Last week, a reader passed along an interesting article in the New York Times about how the monetary value of human life is used by federal agencies. The EPA puts it at $9.1 million, the FDA says its $7.9 million, and it's $6 million at the DOT.
A few years ago, I recall Portland Mayor Sam Adams used a similar tactic when making a presentation about his Safe, Sound and Green transportation funding initiative. More recently, you might have seen the slide below presented by Adams (who, as PBOT manager, says safety is his number one priority) at the recent Transportation Safety Summit (yellow highlight is mine)...
Curious, I contacted PBOT recently to ask if they use a standard, monetary amount when calculating the financial impact of fatal and serious injury traffic crashes on our city. Greg Raisman is one of PBOT's chief traffic safety experts. He says they use metrics from the National Safety Council, a widely respected organization chartered by the U.S. Congress.

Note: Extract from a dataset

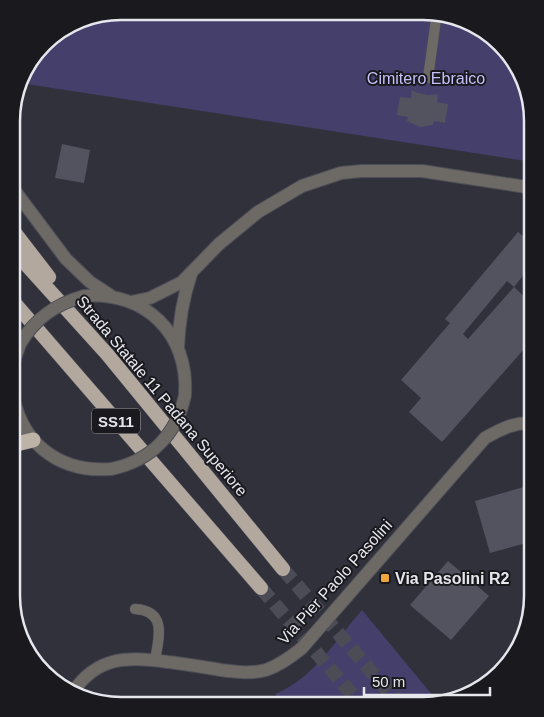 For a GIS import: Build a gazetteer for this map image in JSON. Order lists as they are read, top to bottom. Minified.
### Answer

The NSC tabulates two types of costs related to traffic injuries. Here's how Raisman says he defines them:
- Costs of Traffic Injuries: The calculable costs of motor-vehicle crashes are wage and productivity losses, medical expenses, administrative expenses, motor vehicle damage, and employers' uninsured costs.
Comprehensive Costs of Traffic Injuries: In addition to the economic cost components listed above, the following comprehensive costs also include a measure of the value of lost quality of life which was obtained through empirical studies of what people actually pay to reduce their safety and health risks.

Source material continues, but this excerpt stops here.